Christianity too is a liable target for this sort of Nietzschean criticism. Nietzsche dismisses
Socrates' grand effort to categorize and determine the value of life and wordly things as decadence.
Christians too engage in this type of decadence. Christians expend vast amounts of efforts making
judgments about the value of life: that it is spiritually significant, that certain attitudes are more holy
than others, etc. These judgments, says Nietzsche, are only valuable as symptoms of a decadent life.

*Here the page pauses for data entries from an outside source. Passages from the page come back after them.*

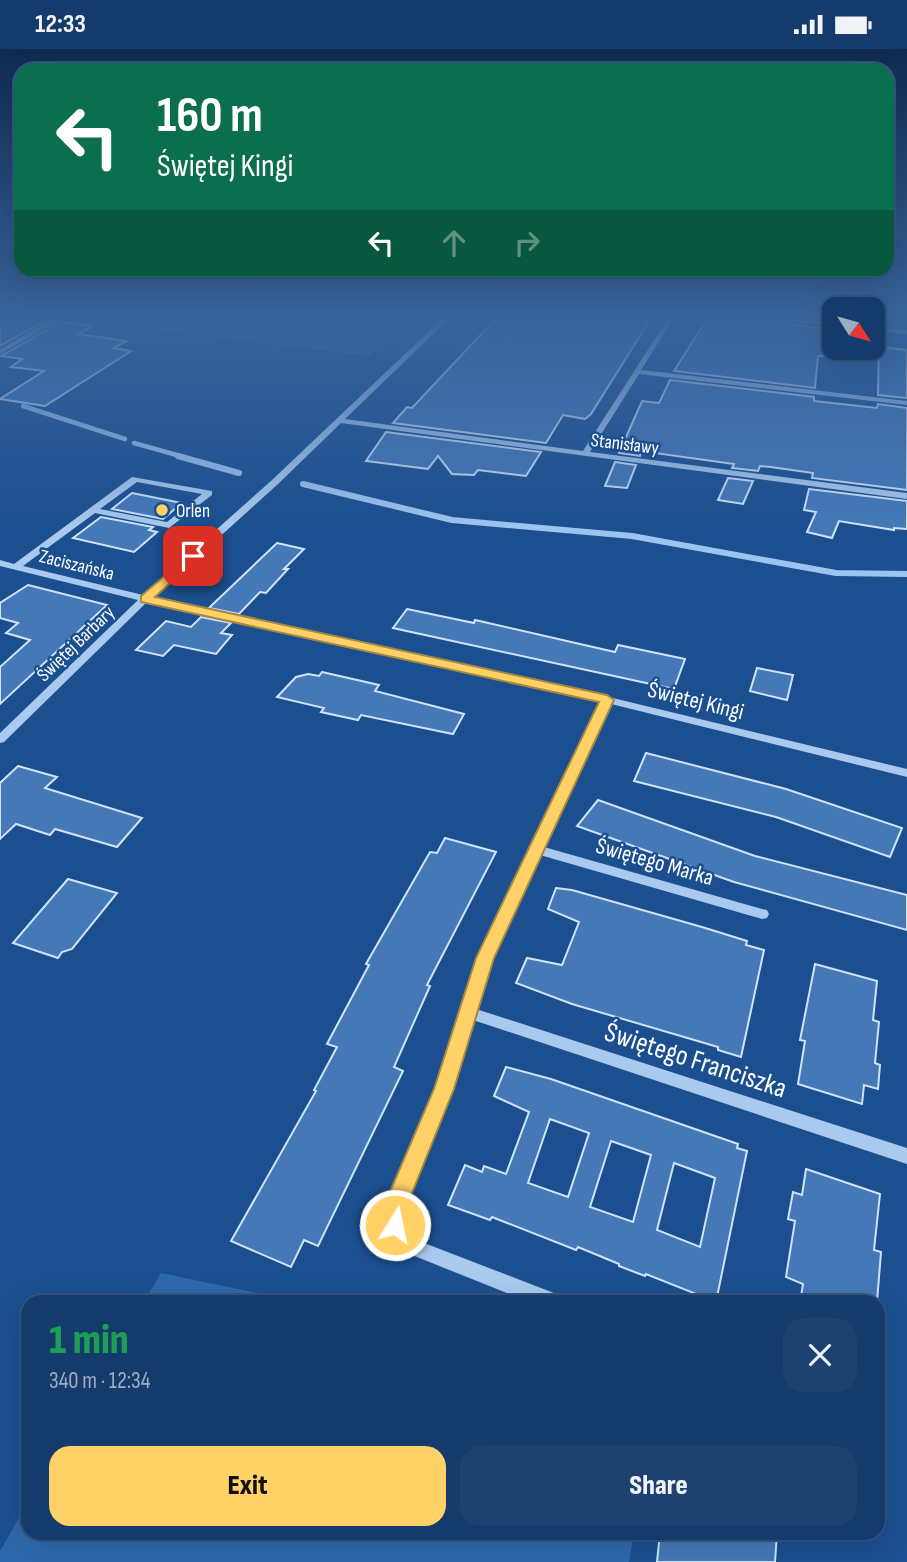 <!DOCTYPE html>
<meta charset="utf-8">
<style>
:root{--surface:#143b6b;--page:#1d4271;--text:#f1f3f6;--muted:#9dadc1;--line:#33557e;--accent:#ffd166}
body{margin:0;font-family:"Sofia Sans Condensed",sans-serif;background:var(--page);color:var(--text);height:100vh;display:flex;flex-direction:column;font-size:26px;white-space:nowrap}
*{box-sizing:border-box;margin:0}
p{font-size:23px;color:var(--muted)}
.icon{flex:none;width:38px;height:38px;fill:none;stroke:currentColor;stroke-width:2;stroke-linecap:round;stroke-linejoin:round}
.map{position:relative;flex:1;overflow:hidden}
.details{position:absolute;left:21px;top:1246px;width:864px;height:245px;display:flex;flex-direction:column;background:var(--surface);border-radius:21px;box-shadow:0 7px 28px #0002,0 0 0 2px var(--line)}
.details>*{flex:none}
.banner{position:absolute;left:14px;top:14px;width:880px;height:214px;border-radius:21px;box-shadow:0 7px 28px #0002,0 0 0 2px var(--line);background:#0b6e4f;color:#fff;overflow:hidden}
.needle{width:46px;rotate:127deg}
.fabs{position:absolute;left:822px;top:248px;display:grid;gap:14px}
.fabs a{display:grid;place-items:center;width:63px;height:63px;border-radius:14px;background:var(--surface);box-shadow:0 7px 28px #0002,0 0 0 2px var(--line);font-size:35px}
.pin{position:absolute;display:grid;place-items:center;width:60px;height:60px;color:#fff;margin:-30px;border-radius:14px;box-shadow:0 4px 10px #0006}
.me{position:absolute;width:77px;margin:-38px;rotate:10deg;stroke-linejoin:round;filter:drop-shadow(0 0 5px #0008)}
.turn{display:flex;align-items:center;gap:24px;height:147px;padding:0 28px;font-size:32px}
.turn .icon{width:91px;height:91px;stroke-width:2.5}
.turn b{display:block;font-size:49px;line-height:60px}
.lanes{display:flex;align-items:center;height:66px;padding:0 28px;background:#0003;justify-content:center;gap:35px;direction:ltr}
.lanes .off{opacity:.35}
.round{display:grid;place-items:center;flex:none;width:74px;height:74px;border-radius:21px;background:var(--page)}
.overview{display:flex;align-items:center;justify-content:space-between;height:119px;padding:0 28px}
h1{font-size:42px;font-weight:800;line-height:52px;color:#1e9e55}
.cta{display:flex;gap:14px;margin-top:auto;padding:14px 28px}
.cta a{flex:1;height:80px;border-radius:21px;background:var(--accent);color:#111;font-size:28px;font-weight:800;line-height:80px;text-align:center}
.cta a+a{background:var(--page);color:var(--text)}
.status{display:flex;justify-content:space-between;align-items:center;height:49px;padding:0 35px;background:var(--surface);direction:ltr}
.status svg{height:19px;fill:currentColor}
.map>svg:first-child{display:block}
.green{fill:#2e69ad}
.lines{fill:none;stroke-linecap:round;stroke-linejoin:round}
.stream-far1{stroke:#9cc4f0;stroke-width:4.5}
.stream{stroke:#9cc4f0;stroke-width:6}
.building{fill:#4478b7;stroke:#cfe3fa;stroke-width:2;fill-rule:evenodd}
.minor{fill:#a9c9ee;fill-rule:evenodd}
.route{fill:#ffd166;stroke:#a68842;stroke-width:2}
.poi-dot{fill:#ffd166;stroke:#1b4f8f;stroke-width:2.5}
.labels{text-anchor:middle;stroke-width:5;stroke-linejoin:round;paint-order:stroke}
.far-street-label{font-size:19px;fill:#fff;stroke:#1b4f8f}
.far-poi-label{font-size:19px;fill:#fff;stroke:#1b4f8f;text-anchor:start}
.street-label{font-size:23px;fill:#fff;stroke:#1b4f8f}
.near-street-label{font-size:28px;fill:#fff;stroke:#1b4f8f}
</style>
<div class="status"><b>12:33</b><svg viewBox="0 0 49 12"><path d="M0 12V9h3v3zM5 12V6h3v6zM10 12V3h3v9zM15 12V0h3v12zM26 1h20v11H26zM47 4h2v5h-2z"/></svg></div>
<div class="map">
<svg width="907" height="1513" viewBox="0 0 907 1513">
<rect width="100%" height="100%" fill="#1b4f8f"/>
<!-- green -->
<g class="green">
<path d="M174 266H436L431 271 393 278 369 307 153 281Z"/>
<path d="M161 1224 301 1253H144Z"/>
<path d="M28 1453V1484H634L629 1513H0V1502Z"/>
</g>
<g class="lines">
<!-- stream-far1 -->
<g class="stream-far1">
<path d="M23 357 125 390"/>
<path d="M134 394 184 408"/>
</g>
<!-- stream -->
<g class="stream">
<path d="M178 407 239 424"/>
<path d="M303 435 452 471 632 487 836 524 907 525"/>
</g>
</g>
<!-- building -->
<g class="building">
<path d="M0 266H15L46 271 0 297Z"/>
<path d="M499 266H653L591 365 585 370 563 366 546 394 393 374 407 358 412 359Z"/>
<path d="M720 266 827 280 823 307H818L815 339 674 322 707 270 719 271Z"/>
<path d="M61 273 92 277 79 285 126 292 114 299 131 302 45 357 0 350 44 322 11 318 22 310 1 307Z"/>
<path d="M879 298 907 301V349L878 346Z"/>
<path d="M670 331 814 348V352L877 359 878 355 907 359V441L812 429 813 424 771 418 760 417 758 422 732 419 734 415 641 402 640 407 619 404 642 352 659 354Z"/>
<path d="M386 383 541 403 526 427 478 421 474 426 452 425 438 407 428 420 366 412Z"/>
<path d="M615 413 636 416 627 439 605 437Z"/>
<path d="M728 429 753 432 743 455 718 451Z"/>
<path d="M809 440 907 452V480L894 479V481L839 472 832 489 807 483 816 463 804 461Z"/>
<path d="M132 444 182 454 163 470 112 460Z"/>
<path d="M101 468 153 478 149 481 157 483 134 503 73 489Z"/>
<path d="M277 494 304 500 284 520H288L266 544 260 543 239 565 209 559Z"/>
<path d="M28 536 107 556 0 655V618L30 591 6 584 18 574 0 569V554Z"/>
<path d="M407 560 474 574 475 571 615 603 618 596 685 610 674 640 393 579Z"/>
<path d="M201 568 231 574 221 584 232 586 216 605 174 596 163 607 136 601 166 572 191 578Z"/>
<path d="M757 619 793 626 787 651 750 642Z"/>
<path d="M322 623 379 636 375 642 464 665 453 685 361 666 358 671 321 663 324 659 277 648 296 628 308 625 319 627Z"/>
<path d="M646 704 786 740 902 779 890 808 776 768 634 732Z"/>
<path d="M18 717 57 728 45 739 142 769 117 798 55 780 50 786 16 775 0 790V734Z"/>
<path d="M598 751 755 807 907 846V881L734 833 577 777Z"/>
<path d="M445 789 496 803 427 936 430 937 394 1018 403 1022 318 1197 304 1191 291 1218 231 1192 316 1042 314 1041 337 998 327 995 369 916 366 915 430 803 437 804Z"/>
<path d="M68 830 117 844 72 900 62 903 58 909 13 894Z"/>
<path d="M556 839 572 841 702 878 747 892 746 896 764 901 741 1008 718 1001V998L572 955 516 934 527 909 562 916 579 873 548 860Z"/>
<path d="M815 915 877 932 873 971 879 973 875 1014 880 1016 878 1040 864 1036 862 1055 798 1035 805 992 800 991Z"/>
<path d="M506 1018 551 1030 738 1095 737 1099 747 1102 716 1253 646 1225 645 1227 619 1217V1215L578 1198 576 1201 492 1168 490 1171 448 1156 465 1116 482 1123 484 1117 506 1125 529 1063 494 1047ZM550 1070 589 1084 568 1148 528 1134ZM611 1092 651 1106 633 1173 590 1158ZM674 1114 715 1129 700 1198 657 1181Z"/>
<path d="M806 1120 880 1145 874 1201 881 1203 877 1253H800L803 1235 786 1228 795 1172 788 1170 793 1143 802 1146Z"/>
<path d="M660 1484H777L775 1513H657Z"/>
</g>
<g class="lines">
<!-- minor -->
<g class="minor">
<path d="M60 266H68L0 305V300Z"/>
<path d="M446 266H453L345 370 583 402 670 266H676L641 321 907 352V356L639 325 590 403 907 444V450L341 374 278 435 152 549 592 644 907 720V728L611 655 544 798 762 860 767 861 769 865 767 869 762 870 540 806 492 909 476 960 907 1099V1115L473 971 452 1039 403 1159 404 1173 419 1192 559 1246 561 1253H529L407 1204 389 1182 386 1176 385 1159 436 1039 478 909 601 653 147 553 4 693 0 694V684L138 551 0 517V511L14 515 132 428 212 442V446L169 479 95 464 23 517 143 546 272 431ZM137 433 202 445 167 473 100 460Z"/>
<path d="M737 266H760L835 274V278Z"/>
<path d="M873 278 907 281V285L873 282Z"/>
</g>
</g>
<!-- sky -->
<linearGradient id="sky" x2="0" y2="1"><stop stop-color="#0f2b4f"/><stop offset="0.56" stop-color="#39639b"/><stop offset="1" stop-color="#39639b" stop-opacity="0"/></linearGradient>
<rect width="907" height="478" fill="url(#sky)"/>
<!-- route -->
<path class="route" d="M193 503 199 507 197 509 155 548 607 646 614 651 494 909 454 1040 406 1159 407 1176 403 1184 395 1188 387 1184 383 1159 434 1040 476 909 599 653 141 553V547Z"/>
<!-- markers -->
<circle class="poi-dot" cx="162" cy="461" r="7"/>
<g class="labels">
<!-- far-street labels -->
<g class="far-street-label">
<text transform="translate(625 394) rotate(7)" y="7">Stanisławy</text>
<text transform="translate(77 515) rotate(14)" y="7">Zaciszańska</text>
<text transform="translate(75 594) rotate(-44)" y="7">Świętej Barbary</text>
</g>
<!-- far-poi labels -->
<g class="far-poi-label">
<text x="176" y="468">Orlen</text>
</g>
<!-- street labels -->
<g class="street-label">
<text transform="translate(696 651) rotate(14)" y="8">Świętej Kingi</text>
<text transform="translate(655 812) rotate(16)" y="8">Świętego Marka</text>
</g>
<!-- near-street labels -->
<g class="near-street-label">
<text transform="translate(696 1010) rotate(18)" y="10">Świętego Franciszka</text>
</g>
</g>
</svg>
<div class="fabs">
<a><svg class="needle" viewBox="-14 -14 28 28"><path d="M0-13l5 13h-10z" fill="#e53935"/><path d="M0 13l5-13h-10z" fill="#9dadc1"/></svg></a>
</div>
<div class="pin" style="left:193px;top:507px;background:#d93025"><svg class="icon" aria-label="arrive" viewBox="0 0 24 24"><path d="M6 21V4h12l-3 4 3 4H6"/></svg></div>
<svg class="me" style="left:395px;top:1176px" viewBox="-20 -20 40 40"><circle r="17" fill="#ffd166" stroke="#fff" stroke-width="3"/><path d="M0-11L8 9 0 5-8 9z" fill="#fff"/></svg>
<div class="banner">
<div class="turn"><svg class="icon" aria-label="left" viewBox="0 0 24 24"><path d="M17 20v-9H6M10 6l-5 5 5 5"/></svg><div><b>160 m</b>Świętej Kingi</div></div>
<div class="lanes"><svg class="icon" aria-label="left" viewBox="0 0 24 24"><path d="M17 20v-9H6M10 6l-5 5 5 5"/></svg><svg class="icon off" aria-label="ahead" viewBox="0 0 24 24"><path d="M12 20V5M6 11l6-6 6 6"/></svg><svg class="icon off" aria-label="right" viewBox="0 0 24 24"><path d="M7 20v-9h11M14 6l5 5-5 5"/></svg></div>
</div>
<section class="details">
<div class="overview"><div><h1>1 min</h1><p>340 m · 12:34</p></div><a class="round"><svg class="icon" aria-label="close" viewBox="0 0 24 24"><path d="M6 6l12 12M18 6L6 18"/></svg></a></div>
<div class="cta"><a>Exit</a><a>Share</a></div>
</section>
</div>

Furthermore, Christians, like Socrates, go to great lengths to combat human instinct. The labeling of
certain instinctual actions as 'sins' and the Christian demands for chastity, purity and abstinence from
vice would be, to Nietzsche, instances in which the passionate, Dionysian are unhealthily restricted. In
the same way that he rejected Socrates' teachings as absurdly reverent of logic and rationality,
Nietzsche rejects Christianity as dogmatic and restrictive, and as an injurious concession. Further
paralells exist between the Socrates-savior picture that Nietzsche problematizes in 'The Problem of
Socrates' and the narrative of Jesus. Both operate in the duality of repugnant (to the Athenian nobility
for Socrates, to the Pharisees and Romans for Jesus) as well as seductive (through Socrates' offering of
the savior of logic, Jesus' offer of redemption.) In the end, Nietzsche vehemently denies the offerings
of Socratic rationalism and Christian salvation, slamming both as being false hope predicated upon
unhealthy fixations.
Finally, an extraordinary thing about 'The Problem of Socrates' is the way that it is delivered.
Nietzsche's technique of splitting the narrative into twelve short, aphoristic sections is central to his
communication of his claim. Here he attempts to break out of the confines of traditional
philosophizing and express his point in a more poetic way. This methodology is in line with his
alliance with the passionate, naturalistic side of things: by attempting to create meaning via poetry and
aphorism instead of with strict, theoretical verse, Nietzsche follows the tradition of the pre-Socratics,
and effectively espouses the Dionysian tendencies that he praises. Moreover, Nietzsche explaining the
story and problem of Socrates instead of merely arguing against the Socratic technique, has tactical
advantages. Drawing out the contradictions and the unsettling consequences of the Socratic view
through aphorisms distinguishes Nietzsche clearly from his philospher contemporaries, whom he
despises. Nietzsche would argue that his fluid writing style is less restrictive and more creative than
Plato's method of persistent Socratic rational questioning or others' thesis- and axis-writing approach.